Saved data entries
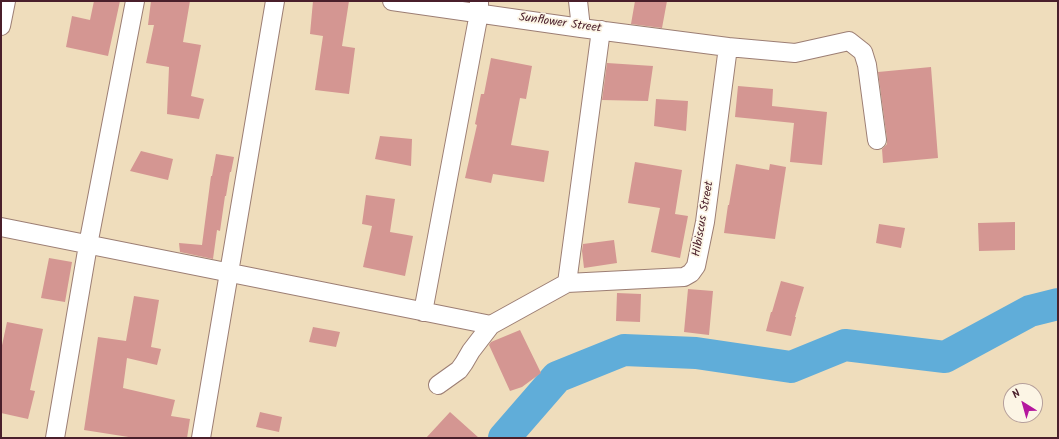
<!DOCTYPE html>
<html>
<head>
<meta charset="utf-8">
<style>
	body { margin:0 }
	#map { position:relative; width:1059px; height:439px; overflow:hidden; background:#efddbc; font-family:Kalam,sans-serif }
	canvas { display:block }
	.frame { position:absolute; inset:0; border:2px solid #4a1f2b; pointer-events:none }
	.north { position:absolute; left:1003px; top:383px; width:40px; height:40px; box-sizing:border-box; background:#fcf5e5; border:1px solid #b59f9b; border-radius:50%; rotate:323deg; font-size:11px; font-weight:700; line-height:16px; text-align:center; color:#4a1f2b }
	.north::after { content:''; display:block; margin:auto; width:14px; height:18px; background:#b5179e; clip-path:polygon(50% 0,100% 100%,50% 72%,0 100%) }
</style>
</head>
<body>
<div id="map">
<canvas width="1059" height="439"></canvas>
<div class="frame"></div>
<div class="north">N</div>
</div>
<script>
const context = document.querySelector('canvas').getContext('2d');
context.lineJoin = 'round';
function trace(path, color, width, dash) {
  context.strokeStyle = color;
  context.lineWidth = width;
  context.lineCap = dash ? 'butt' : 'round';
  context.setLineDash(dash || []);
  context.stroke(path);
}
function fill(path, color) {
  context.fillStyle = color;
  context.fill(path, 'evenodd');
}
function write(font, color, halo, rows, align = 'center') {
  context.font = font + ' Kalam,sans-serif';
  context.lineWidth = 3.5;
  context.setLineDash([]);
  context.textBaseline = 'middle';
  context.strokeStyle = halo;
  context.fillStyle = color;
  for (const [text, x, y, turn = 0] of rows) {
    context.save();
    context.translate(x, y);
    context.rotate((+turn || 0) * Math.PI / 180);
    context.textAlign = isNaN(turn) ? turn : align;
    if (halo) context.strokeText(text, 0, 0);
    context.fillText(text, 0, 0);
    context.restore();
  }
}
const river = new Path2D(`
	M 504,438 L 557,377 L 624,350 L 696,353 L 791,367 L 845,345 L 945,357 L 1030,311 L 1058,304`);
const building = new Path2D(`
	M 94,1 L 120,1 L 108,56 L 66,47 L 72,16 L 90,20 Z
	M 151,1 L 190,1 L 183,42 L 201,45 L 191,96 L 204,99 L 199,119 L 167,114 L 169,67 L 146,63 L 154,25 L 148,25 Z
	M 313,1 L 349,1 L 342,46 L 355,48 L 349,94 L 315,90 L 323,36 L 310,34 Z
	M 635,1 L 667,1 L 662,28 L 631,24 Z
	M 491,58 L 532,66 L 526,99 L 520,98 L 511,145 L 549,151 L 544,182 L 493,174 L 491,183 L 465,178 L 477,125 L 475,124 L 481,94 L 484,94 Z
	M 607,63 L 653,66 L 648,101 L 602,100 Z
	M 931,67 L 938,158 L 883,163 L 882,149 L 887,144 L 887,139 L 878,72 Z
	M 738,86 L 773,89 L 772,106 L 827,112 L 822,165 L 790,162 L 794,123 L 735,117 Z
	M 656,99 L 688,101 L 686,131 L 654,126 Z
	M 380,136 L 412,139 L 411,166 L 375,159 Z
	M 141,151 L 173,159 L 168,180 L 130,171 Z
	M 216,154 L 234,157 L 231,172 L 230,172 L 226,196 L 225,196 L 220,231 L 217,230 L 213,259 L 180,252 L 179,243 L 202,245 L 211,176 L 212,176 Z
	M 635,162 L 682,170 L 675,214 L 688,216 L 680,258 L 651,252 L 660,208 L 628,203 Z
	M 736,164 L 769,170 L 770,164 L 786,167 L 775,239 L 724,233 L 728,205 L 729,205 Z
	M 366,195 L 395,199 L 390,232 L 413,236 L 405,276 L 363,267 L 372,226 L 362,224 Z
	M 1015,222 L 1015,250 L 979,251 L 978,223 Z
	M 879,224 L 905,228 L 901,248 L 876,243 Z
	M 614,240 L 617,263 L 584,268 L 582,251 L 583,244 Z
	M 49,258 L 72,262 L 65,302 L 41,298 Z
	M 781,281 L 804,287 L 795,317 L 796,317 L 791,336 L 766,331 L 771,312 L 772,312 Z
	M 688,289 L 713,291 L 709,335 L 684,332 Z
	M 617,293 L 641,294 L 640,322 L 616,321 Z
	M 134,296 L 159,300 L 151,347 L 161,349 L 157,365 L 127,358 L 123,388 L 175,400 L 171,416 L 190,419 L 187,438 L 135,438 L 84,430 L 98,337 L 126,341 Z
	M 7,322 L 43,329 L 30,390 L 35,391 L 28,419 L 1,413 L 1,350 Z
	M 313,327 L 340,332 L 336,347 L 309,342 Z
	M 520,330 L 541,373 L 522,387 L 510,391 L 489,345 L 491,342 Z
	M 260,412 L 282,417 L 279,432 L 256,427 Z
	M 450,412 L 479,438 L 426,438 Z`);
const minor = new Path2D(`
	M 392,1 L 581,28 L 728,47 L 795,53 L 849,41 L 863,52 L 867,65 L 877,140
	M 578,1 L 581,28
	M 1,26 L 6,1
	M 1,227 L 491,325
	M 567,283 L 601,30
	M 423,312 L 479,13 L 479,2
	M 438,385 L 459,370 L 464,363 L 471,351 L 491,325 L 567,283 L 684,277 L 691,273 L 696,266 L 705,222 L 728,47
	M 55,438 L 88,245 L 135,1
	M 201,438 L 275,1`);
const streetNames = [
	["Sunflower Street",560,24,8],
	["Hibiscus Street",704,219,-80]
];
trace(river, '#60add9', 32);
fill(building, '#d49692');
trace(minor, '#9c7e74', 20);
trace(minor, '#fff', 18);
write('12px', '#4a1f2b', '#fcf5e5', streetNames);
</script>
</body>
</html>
---
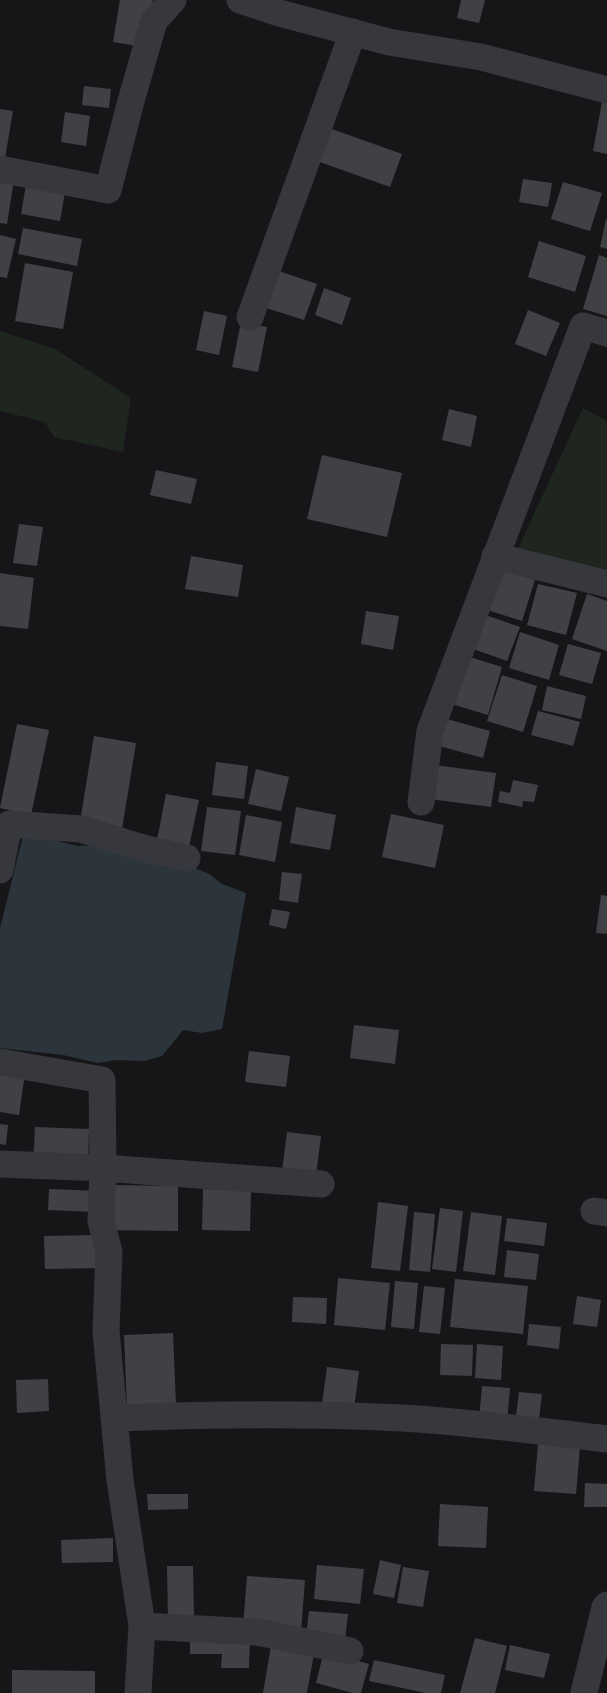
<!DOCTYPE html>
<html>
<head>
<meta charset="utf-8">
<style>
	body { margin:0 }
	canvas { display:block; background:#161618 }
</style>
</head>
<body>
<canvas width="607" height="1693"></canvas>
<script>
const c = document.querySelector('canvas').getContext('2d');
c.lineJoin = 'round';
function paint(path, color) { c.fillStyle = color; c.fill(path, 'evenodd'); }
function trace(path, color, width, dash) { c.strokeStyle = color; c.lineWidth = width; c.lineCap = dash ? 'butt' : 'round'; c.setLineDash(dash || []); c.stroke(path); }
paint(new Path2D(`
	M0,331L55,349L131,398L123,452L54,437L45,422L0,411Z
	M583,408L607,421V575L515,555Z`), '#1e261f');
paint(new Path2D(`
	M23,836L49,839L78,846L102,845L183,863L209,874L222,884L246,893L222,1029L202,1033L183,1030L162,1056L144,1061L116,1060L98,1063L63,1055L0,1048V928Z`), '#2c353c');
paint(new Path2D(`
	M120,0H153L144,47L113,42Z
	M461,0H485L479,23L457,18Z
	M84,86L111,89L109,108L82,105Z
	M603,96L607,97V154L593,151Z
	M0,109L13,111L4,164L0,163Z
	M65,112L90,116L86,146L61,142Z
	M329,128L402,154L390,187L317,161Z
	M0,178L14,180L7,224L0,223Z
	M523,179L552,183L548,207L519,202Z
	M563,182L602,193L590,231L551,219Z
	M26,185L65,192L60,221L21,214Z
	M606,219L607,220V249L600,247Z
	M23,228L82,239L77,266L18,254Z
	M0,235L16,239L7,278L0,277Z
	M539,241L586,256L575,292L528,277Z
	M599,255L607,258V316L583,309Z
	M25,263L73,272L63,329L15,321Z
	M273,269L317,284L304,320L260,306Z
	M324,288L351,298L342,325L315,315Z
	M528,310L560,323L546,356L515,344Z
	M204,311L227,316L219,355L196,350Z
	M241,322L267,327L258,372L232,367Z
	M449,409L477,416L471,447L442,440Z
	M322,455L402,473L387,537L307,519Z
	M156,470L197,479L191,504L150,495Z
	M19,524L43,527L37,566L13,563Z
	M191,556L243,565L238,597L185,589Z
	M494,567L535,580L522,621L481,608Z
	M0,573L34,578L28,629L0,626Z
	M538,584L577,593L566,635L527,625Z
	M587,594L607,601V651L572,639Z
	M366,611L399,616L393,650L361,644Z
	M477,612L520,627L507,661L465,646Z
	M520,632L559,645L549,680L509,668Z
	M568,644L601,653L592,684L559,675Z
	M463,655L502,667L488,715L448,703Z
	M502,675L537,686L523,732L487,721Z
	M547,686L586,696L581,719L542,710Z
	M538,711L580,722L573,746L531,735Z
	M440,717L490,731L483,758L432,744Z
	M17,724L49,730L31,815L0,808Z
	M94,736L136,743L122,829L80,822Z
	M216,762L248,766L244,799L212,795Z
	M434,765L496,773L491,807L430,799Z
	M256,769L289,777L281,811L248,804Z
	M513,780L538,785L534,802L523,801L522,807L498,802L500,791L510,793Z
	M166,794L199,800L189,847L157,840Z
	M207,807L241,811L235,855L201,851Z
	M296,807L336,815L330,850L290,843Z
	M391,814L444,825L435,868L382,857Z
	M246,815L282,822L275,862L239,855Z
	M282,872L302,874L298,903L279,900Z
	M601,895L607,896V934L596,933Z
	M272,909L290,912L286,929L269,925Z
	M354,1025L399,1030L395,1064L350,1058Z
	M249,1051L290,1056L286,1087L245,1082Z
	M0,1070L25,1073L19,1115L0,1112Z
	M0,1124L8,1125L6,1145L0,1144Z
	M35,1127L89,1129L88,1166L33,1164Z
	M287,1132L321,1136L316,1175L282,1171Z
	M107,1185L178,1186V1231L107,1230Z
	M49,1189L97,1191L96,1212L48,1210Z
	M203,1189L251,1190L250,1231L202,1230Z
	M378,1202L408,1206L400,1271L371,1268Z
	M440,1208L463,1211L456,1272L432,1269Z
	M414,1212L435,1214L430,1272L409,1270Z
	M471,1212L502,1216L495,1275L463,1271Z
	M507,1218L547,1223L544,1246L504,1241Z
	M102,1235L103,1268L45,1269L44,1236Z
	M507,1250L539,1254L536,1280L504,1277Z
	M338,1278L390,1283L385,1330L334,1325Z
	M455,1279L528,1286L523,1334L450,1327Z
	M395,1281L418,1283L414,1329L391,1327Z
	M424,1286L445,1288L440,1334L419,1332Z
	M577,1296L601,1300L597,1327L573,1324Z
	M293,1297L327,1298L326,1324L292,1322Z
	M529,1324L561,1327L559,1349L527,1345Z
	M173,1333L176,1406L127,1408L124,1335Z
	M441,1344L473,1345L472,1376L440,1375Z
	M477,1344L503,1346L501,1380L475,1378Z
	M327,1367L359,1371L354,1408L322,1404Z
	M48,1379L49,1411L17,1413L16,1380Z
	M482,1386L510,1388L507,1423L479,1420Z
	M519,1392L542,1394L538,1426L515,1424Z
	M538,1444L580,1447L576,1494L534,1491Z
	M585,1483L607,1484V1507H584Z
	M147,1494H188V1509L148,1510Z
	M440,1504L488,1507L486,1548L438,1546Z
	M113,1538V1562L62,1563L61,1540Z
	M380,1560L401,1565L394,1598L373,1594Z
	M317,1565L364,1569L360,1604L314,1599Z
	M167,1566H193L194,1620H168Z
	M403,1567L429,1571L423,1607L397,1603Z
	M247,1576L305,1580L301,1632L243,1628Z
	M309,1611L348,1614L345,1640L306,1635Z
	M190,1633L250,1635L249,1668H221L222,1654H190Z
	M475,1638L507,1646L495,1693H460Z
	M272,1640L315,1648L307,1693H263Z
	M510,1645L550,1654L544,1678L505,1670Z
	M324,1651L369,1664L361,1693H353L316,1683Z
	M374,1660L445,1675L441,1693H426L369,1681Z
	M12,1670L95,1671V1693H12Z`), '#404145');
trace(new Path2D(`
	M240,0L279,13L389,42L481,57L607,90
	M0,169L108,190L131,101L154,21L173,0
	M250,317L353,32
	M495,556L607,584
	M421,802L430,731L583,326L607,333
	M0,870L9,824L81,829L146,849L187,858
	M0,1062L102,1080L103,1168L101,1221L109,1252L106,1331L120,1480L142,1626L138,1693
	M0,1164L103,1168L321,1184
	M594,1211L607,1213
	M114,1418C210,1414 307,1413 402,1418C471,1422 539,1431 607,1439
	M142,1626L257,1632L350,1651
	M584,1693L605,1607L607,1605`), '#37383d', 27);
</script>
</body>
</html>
...
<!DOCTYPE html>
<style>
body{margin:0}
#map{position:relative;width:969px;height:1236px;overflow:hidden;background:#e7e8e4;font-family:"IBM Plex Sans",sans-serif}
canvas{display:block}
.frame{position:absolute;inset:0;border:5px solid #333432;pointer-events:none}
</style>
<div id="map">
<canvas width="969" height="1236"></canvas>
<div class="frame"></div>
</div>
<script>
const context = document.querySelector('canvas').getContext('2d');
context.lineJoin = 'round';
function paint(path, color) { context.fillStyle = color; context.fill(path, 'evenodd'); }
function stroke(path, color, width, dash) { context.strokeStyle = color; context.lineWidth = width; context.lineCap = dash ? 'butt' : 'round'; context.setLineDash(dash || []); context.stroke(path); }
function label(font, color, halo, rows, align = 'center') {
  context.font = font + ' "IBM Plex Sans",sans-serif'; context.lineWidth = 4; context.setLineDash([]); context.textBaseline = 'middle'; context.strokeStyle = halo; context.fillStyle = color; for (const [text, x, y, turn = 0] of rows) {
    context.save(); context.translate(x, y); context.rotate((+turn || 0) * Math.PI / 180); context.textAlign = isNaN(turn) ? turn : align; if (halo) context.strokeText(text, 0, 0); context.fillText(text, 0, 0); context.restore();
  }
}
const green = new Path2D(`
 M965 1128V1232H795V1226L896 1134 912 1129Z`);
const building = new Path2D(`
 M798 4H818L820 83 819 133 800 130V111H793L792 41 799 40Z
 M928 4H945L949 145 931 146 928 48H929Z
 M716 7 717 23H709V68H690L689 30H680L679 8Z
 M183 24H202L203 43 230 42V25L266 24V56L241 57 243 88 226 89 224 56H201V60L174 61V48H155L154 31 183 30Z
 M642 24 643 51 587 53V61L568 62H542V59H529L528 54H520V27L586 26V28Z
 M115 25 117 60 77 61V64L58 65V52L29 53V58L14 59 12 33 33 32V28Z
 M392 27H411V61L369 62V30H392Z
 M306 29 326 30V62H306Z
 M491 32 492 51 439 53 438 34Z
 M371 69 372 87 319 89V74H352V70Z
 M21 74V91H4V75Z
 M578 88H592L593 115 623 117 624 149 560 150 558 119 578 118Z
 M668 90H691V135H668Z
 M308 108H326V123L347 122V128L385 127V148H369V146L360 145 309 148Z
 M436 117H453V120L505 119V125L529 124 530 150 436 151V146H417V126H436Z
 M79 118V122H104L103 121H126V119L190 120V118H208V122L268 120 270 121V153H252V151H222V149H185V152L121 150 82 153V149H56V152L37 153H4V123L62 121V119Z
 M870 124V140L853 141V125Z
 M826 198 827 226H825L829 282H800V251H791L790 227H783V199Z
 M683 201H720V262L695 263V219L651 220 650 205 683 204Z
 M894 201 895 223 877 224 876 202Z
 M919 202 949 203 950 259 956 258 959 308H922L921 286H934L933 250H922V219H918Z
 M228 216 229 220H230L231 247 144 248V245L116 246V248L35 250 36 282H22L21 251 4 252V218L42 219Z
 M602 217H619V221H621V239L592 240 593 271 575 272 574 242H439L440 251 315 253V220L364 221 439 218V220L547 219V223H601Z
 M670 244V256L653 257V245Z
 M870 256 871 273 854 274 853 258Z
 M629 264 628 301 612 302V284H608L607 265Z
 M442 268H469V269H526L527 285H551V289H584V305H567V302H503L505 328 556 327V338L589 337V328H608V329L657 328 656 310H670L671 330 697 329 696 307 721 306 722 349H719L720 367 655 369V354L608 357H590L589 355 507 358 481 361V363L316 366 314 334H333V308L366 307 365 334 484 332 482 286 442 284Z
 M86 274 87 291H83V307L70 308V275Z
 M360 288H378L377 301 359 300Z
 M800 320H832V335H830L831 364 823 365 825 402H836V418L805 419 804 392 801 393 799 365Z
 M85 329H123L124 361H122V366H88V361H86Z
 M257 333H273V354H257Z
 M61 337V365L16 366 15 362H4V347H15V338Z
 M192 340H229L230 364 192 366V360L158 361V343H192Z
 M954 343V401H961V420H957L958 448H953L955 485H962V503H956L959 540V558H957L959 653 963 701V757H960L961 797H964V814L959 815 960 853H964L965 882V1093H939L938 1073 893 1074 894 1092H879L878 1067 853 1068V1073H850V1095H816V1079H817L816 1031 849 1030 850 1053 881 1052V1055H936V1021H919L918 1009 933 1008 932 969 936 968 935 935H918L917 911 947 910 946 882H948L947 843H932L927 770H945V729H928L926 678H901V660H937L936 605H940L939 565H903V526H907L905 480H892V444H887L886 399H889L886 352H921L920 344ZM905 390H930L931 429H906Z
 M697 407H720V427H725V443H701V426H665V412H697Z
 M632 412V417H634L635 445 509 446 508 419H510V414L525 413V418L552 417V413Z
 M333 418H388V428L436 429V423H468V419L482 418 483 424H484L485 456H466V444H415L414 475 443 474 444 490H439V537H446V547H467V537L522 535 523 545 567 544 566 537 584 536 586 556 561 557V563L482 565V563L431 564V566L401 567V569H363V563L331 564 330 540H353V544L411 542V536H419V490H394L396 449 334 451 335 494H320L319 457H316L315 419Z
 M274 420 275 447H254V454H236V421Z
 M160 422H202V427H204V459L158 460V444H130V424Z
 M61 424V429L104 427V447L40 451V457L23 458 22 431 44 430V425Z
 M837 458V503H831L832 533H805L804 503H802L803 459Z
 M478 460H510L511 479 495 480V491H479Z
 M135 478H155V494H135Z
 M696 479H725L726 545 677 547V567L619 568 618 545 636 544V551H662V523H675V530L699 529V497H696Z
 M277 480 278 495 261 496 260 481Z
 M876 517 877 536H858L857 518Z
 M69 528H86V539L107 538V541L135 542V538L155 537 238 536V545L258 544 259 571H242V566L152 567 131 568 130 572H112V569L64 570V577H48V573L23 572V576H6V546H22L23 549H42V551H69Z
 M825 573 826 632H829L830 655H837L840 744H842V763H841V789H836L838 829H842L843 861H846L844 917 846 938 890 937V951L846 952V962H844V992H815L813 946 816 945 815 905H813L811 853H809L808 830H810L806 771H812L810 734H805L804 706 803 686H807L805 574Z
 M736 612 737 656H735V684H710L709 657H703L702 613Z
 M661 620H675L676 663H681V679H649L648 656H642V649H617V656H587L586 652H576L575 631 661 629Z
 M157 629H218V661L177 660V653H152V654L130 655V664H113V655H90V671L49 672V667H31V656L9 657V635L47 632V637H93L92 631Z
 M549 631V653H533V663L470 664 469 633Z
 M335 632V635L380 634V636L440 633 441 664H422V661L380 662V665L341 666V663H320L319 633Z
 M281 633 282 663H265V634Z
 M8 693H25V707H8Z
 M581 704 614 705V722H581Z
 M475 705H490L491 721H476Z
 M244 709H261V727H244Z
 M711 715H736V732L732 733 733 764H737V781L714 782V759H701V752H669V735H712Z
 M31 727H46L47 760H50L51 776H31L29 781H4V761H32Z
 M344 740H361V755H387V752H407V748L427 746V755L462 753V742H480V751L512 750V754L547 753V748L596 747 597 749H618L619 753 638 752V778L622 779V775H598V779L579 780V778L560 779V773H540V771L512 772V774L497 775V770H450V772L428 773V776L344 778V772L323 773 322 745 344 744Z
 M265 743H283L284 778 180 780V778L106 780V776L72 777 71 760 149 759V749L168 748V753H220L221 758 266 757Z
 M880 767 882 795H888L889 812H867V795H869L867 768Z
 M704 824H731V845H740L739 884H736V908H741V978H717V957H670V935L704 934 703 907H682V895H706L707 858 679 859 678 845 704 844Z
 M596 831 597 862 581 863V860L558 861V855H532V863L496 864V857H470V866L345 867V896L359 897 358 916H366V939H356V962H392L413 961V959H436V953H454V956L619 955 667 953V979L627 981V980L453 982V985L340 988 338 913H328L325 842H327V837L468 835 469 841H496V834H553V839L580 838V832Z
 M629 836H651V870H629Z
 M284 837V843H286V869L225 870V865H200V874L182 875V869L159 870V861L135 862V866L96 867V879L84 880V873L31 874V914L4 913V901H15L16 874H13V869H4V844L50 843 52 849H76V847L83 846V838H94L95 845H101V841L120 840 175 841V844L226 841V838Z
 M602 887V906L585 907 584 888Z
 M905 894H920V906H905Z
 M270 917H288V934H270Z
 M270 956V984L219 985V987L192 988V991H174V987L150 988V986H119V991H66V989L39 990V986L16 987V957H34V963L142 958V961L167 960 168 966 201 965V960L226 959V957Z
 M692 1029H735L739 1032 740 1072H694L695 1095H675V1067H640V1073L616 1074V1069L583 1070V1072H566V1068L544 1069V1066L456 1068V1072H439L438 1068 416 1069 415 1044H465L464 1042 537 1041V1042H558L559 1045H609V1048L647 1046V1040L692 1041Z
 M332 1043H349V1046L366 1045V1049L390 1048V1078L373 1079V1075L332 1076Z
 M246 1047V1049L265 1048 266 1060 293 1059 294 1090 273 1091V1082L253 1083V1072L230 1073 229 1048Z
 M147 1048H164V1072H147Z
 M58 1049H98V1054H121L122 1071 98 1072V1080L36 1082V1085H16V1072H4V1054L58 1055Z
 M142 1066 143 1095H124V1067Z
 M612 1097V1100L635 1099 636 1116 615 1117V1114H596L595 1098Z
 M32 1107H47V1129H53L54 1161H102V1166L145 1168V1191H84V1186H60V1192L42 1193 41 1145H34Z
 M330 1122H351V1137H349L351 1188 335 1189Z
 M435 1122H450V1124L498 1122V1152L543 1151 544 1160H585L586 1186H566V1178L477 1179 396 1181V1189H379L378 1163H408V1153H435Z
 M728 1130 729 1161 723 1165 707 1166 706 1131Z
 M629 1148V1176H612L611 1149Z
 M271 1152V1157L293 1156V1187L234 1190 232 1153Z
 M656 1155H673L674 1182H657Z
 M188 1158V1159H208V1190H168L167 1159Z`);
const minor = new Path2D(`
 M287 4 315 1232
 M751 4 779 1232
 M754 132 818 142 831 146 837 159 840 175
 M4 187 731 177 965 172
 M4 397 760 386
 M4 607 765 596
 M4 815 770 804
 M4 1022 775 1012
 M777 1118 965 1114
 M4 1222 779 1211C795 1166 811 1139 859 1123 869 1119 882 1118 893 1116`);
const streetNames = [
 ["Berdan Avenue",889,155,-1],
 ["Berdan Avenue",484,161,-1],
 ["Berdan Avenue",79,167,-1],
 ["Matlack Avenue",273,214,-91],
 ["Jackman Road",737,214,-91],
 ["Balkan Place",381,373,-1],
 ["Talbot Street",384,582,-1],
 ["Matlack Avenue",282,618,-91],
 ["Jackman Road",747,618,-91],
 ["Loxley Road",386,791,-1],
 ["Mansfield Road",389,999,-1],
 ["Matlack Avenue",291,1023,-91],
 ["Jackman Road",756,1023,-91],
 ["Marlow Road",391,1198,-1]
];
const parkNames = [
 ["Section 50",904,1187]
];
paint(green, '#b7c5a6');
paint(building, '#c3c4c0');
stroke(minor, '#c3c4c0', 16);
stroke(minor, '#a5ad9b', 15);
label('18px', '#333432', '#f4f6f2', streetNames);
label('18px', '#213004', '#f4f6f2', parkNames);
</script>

• **WORK TO BE COMPLETED**
All lines above between those holding "M434,765L496,773L491,807L430,799Z" and "M324,1651L369,1664L361,1693H353L316,1683Z", inclusive, must be set down unchanged, and no other line may be included.

• **ANSWER FOR THIS EXERCISE**
	M434,765L496,773L491,807L430,799Z
	M256,769L289,777L281,811L248,804Z
	M513,780L538,785L534,802L523,801L522,807L498,802L500,791L510,793Z
	M166,794L199,800L189,847L157,840Z
	M207,807L241,811L235,855L201,851Z
	M296,807L336,815L330,850L290,843Z
	M391,814L444,825L435,868L382,857Z
	M246,815L282,822L275,862L239,855Z
	M282,872L302,874L298,903L279,900Z
	M601,895L607,896V934L596,933Z
	M272,909L290,912L286,929L269,925Z
	M354,1025L399,1030L395,1064L350,1058Z
	M249,1051L290,1056L286,1087L245,1082Z
	M0,1070L25,1073L19,1115L0,1112Z
	M0,1124L8,1125L6,1145L0,1144Z
	M35,1127L89,1129L88,1166L33,1164Z
	M287,1132L321,1136L316,1175L282,1171Z
	M107,1185L178,1186V1231L107,1230Z
	M49,1189L97,1191L96,1212L48,1210Z
	M203,1189L251,1190L250,1231L202,1230Z
	M378,1202L408,1206L400,1271L371,1268Z
	M440,1208L463,1211L456,1272L432,1269Z
	M414,1212L435,1214L430,1272L409,1270Z
	M471,1212L502,1216L495,1275L463,1271Z
	M507,1218L547,1223L544,1246L504,1241Z
	M102,1235L103,1268L45,1269L44,1236Z
	M507,1250L539,1254L536,1280L504,1277Z
	M338,1278L390,1283L385,1330L334,1325Z
	M455,1279L528,1286L523,1334L450,1327Z
	M395,1281L418,1283L414,1329L391,1327Z
	M424,1286L445,1288L440,1334L419,1332Z
	M577,1296L601,1300L597,1327L573,1324Z
	M293,1297L327,1298L326,1324L292,1322Z
	M529,1324L561,1327L559,1349L527,1345Z
	M173,1333L176,1406L127,1408L124,1335Z
	M441,1344L473,1345L472,1376L440,1375Z
	M477,1344L503,1346L501,1380L475,1378Z
	M327,1367L359,1371L354,1408L322,1404Z
	M48,1379L49,1411L17,1413L16,1380Z
	M482,1386L510,1388L507,1423L479,1420Z
	M519,1392L542,1394L538,1426L515,1424Z
	M538,1444L580,1447L576,1494L534,1491Z
	M585,1483L607,1484V1507H584Z
	M147,1494H188V1509L148,1510Z
	M440,1504L488,1507L486,1548L438,1546Z
	M113,1538V1562L62,1563L61,1540Z
	M380,1560L401,1565L394,1598L373,1594Z
	M317,1565L364,1569L360,1604L314,1599Z
	M167,1566H193L194,1620H168Z
	M403,1567L429,1571L423,1607L397,1603Z
	M247,1576L305,1580L301,1632L243,1628Z
	M309,1611L348,1614L345,1640L306,1635Z
	M190,1633L250,1635L249,1668H221L222,1654H190Z
	M475,1638L507,1646L495,1693H460Z
	M272,1640L315,1648L307,1693H263Z
	M510,1645L550,1654L544,1678L505,1670Z
	M324,1651L369,1664L361,1693H353L316,1683Z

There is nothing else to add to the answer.